St. Pete Pride continued the celebration into Sunday with an Equality Florida Family Values picnic and an official Pride T-dance at the Suncoast Resort, and by the week’s end the board was not only impressed with the turnout for St. Pete Pride, they were also happy that they were able to give back to the community, namely in the amount of $10,000.
“I remember going to an InterPride conference after our event saying ‘What do you do with the leftover money?’ And they were just shocked that we had leftover money after the first year,” Longstreth recalls. “We have always kind of made that a large component of the fundraising and the money that was raised. We always try to make sure a good amount of it goes back to the community to assist smaller organizations that needed help getting started and to help build community.”

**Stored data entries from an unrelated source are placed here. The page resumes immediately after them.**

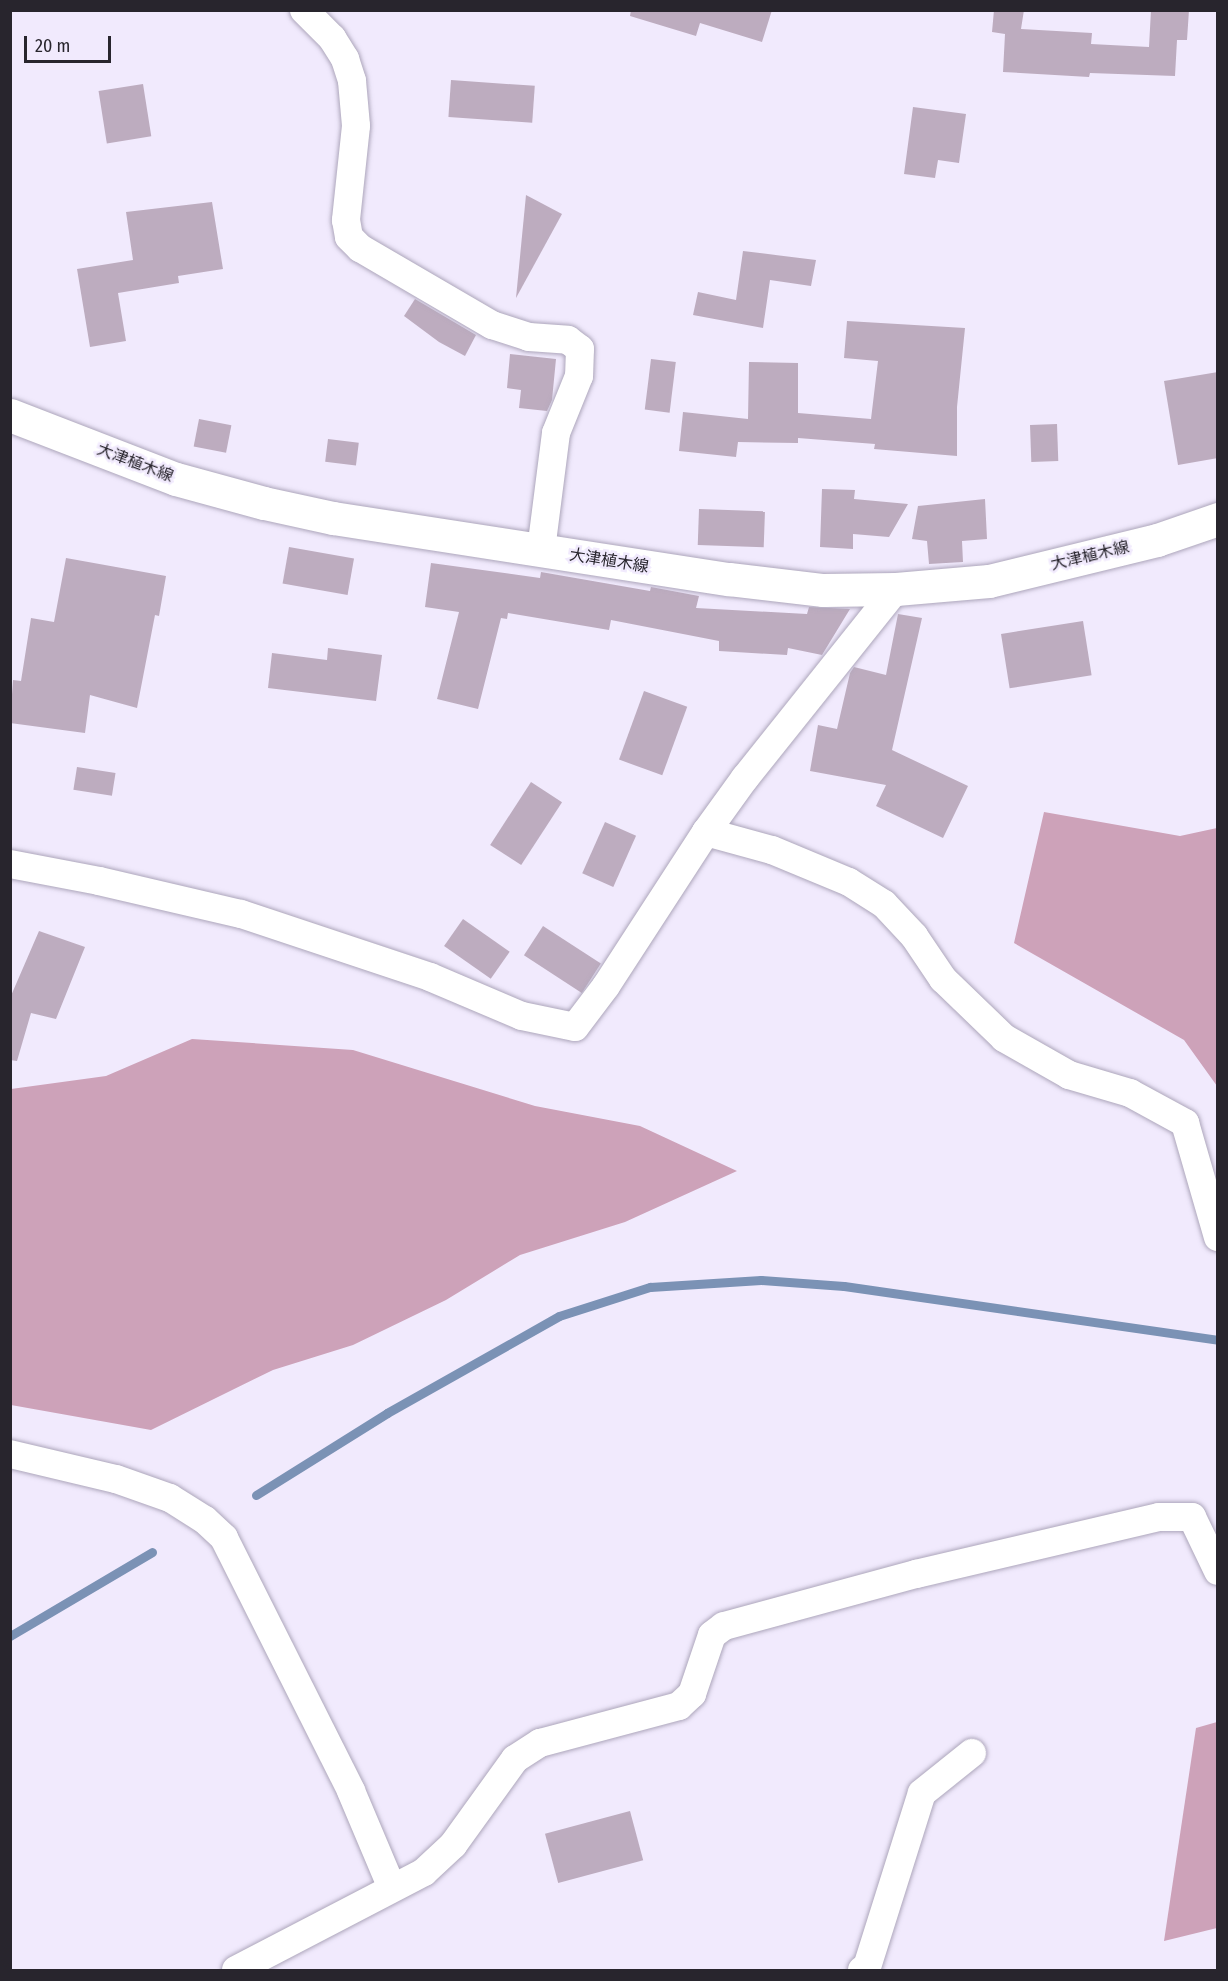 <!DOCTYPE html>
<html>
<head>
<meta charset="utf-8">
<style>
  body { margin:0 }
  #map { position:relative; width:1228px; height:1981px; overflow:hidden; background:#f1eafd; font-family:"Fira Sans Condensed","Noto Sans JP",sans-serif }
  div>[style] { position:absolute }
  .forest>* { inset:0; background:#cda2b9 }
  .stream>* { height:9px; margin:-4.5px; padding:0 4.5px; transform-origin:4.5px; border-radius:4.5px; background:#7b92b5 }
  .building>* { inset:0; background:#bdacbf; transform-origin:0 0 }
  .roads { filter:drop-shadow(0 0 2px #ada6bb) drop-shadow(0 0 2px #ada6bb) }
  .minor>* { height:28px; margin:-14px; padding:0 14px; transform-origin:14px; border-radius:14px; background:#fff }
  .primary>* { height:33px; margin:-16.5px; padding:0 16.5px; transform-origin:16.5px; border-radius:16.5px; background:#fff }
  span { translate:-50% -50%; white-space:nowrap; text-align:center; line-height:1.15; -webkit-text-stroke:5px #f1eafd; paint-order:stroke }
  .street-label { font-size:16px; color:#28252d }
  .frame { position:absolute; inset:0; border:12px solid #28252d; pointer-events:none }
  .scale { position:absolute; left:24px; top:36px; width:87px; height:27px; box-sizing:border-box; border:3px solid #28252d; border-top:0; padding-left:8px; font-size:18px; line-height:21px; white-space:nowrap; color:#28252d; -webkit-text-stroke:4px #f1eafd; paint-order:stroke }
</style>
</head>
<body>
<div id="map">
  <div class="forest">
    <i style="clip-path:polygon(1044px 812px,1180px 836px,1217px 828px,1217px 1086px,1184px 1040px,1014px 943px)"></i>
    <i style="clip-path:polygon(192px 1039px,353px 1050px,535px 1106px,640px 1126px,737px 1171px,625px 1222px,520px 1255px,446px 1300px,353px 1345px,273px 1370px,151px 1430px,11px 1405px,11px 1089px,106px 1076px)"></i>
    <i style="clip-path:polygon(1217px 1722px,1217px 1928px,1164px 1941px,1196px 1728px)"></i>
  </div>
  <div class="stream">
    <i style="left:256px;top:1495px;width:155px;rotate:-32deg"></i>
    <i style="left:387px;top:1413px;width:197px;rotate:-29.4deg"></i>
    <i style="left:559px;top:1316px;width:96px;rotate:-17.7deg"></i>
    <i style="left:650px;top:1287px;width:111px;rotate:-3.6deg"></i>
    <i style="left:761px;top:1280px;width:83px;rotate:4.1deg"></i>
    <i style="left:844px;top:1286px;width:378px;rotate:8.2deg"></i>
    <i style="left:10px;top:1636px;width:165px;rotate:-30.6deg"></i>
  </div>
  <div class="building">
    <i style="clip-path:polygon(631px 10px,772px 10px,762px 42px,700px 23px,696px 36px,630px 16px)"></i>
    <i style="clip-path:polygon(994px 10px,1024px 10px,1021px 29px,1092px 33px,1091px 44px,1149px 47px,1151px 10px,1189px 10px,1187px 40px,1177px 40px,1175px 76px,1090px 73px,1089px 77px,1003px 72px,1005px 34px,992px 32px)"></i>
    <i style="left:451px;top:80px;width:84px;height:37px;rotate:4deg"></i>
    <i style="left:143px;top:84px;width:53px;height:45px;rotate:81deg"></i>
    <i style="clip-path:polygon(913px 107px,966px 114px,959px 163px,938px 160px,935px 178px,904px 174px)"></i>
    <i style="clip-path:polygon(526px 195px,562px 214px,516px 298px)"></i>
    <i style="clip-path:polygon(212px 202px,223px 269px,178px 276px,179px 283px,118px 293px,126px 341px,90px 347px,77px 269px,133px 260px,126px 212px)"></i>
    <i style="clip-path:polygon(743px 251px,816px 260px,811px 286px,770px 280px,763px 328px,693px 315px,698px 292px,736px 300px)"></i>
    <i style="clip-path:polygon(415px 299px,476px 335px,465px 356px,439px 342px,404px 316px)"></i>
    <i style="clip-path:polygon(847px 321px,965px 328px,957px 407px,957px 456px,874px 449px,875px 444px,798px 438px,798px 443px,738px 442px,736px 457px,679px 451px,683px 412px,748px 419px,749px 362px,798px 363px,798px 413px,871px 419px,878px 361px,844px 358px)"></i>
    <i style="clip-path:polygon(510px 354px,556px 359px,552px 400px,547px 411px,519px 408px,521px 390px,507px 388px)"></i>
    <i style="left:651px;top:359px;width:25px;height:51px;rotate:7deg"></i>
    <i style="clip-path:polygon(1218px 372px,1218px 458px,1178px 465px,1164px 381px)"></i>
    <i style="left:199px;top:419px;width:33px;height:28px;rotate:11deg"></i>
    <i style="left:1057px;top:424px;width:37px;height:27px;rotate:88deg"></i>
    <i style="left:328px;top:439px;width:31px;height:23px;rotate:7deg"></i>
    <i style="clip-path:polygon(822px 489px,855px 490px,854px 499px,908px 504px,889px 537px,853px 534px,853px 549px,820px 547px)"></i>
    <i style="clip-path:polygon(985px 499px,987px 539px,962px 541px,963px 562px,929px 564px,927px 541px,912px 539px,918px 506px)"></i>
    <i style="left:699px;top:509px;width:66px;height:36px;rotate:2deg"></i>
    <i style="left:289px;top:547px;width:66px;height:37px;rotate:10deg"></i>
    <i style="clip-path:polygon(66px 558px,166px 576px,159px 616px,155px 615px,137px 708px,90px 695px,85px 733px,10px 723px,13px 680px,21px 681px,31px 618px,54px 622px)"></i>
    <i style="clip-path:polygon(431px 563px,540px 578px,541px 572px,650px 591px,651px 587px,699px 596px,696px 608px,807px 614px,809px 607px,850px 609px,822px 655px,788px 648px,787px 655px,719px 651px,719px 641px,611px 620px,609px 630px,508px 613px,507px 619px,501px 618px,478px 709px,437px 699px,459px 612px,425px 607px)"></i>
    <i style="clip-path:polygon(898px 614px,922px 618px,892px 750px,968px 786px,943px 838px,876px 806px,886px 785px,810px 771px,818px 725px,837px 729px,850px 673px,854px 667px,886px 675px)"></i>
    <i style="left:1083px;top:621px;width:55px;height:83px;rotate:81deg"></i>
    <i style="clip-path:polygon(328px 648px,382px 655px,376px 701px,268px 688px,272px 653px,327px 660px)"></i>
    <i style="left:644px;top:691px;width:46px;height:73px;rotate:20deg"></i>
    <i style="left:77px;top:767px;width:39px;height:23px;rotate:9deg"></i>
    <i style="left:531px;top:782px;width:37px;height:75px;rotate:33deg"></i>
    <i style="left:605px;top:822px;width:34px;height:56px;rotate:24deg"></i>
    <i style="left:463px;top:919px;width:57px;height:33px;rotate:35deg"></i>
    <i style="left:543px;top:926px;width:69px;height:35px;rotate:33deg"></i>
    <i style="clip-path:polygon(39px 931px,85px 947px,56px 1019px,31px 1013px,17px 1061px,10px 1060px,10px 998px)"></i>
    <i style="left:630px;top:1811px;width:51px;height:88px;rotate:75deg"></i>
  </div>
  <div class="roads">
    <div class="minor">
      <i style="left:304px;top:10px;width:40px;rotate:45deg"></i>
      <i style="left:332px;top:38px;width:25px;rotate:58deg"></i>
      <i style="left:345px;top:59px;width:23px;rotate:72deg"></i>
      <i style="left:352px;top:81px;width:45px;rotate:84.9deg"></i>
      <i style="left:356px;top:126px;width:95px;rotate:96.1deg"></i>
      <i style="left:346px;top:220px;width:17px;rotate:80deg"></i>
      <i style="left:349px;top:237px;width:16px;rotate:45deg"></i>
      <i style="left:360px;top:248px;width:153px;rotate:30.3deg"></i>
      <i style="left:492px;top:325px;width:39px;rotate:18deg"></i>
      <i style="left:529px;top:337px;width:39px;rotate:4deg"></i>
      <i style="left:568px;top:340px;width:15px;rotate:37deg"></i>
      <i style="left:580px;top:349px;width:27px;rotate:92deg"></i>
      <i style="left:579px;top:376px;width:61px;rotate:112deg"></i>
      <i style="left:556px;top:433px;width:118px;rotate:97.3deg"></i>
      <i style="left:706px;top:832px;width:68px;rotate:15.3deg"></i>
      <i style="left:772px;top:850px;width:83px;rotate:22.6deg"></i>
      <i style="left:849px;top:882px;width:41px;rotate:32.2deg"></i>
      <i style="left:884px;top:904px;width:44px;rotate:46.8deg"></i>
      <i style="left:914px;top:936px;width:52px;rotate:56deg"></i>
      <i style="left:943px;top:979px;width:85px;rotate:44deg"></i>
      <i style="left:1004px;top:1038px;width:75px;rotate:29.6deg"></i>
      <i style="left:1069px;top:1075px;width:64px;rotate:16.4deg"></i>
      <i style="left:1130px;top:1093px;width:63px;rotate:28.6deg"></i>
      <i style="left:1185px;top:1123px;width:119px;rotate:73.9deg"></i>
      <i style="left:10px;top:864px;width:91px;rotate:10.8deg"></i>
      <i style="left:99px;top:881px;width:146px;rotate:13.1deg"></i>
      <i style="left:241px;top:914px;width:199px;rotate:18.4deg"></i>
      <i style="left:430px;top:977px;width:100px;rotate:23deg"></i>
      <i style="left:522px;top:1016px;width:54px;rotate:11.7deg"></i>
      <i style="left:575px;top:1027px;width:51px;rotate:-52.9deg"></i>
      <i style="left:606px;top:986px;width:184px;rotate:-57deg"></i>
      <i style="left:706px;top:832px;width:67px;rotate:-54.2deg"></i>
      <i style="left:745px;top:778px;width:242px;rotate:-51.4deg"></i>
      <i style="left:10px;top:1454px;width:109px;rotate:13.3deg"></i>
      <i style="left:116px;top:1479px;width:57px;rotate:19.4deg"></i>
      <i style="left:170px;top:1498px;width:41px;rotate:32.2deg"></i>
      <i style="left:205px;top:1520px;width:26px;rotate:43deg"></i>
      <i style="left:224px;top:1538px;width:283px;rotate:63.3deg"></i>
      <i style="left:351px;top:1791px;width:105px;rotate:67.1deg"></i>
      <i style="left:236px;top:1970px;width:212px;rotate:-27.5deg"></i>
      <i style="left:424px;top:1872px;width:40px;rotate:-43deg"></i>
      <i style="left:453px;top:1845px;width:106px;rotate:-54.2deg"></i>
      <i style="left:515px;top:1759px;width:30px;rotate:-33deg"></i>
      <i style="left:540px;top:1743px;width:144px;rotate:-14.9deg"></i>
      <i style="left:679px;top:1706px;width:18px;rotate:-43deg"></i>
      <i style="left:692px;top:1694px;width:62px;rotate:-71.3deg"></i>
      <i style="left:712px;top:1635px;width:15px;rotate:-37deg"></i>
      <i style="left:724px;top:1626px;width:199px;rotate:-15.2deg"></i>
      <i style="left:916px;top:1574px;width:250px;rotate:-13.2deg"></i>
      <i style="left:1159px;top:1517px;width:33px"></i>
      <i style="left:1192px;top:1517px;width:60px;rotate:64.3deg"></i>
      <i style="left:862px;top:1970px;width:6px;rotate:-31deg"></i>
      <i style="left:867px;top:1967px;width:182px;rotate:-72.5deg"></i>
      <i style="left:922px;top:1793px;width:64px;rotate:-38.7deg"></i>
    </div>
    <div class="primary">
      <i style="left:10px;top:415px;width:178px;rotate:21.1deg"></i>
      <i style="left:176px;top:479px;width:91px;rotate:15.3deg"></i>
      <i style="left:264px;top:503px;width:71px;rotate:12.3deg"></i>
      <i style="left:333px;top:518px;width:401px;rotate:8.8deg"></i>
      <i style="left:729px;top:579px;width:95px;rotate:6.7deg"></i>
      <i style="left:823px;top:590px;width:73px;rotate:-0.8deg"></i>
      <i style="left:896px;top:589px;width:93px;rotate:-4.9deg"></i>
      <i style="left:989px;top:581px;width:173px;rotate:-13.7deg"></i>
      <i style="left:1157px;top:540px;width:65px;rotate:-19deg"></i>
    </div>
  </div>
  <div class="street-label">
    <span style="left:135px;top:463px;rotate:21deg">大津植木線</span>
    <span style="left:1090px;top:556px;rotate:-13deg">大津植木線</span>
    <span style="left:609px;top:561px;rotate:9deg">大津植木線</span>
  </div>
  <div class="frame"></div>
  <div class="scale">20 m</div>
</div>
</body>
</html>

Longstreth says the key to the success of that first year, and the 14 years that followed, was that there was good communication between the board and the organizers and the businesses that were supporting it.
“We always tried to make sure any issues that came up, they got discussed and clarified. What needs to be done to make sure next year is better and continue the growth?” he says. “I always heard from other organizers of Pride events that they look at St. Pete Pride as kind of a new model to where you didn’t have to spend all this money on entertainment to make a Pride event happen. It was more about community.”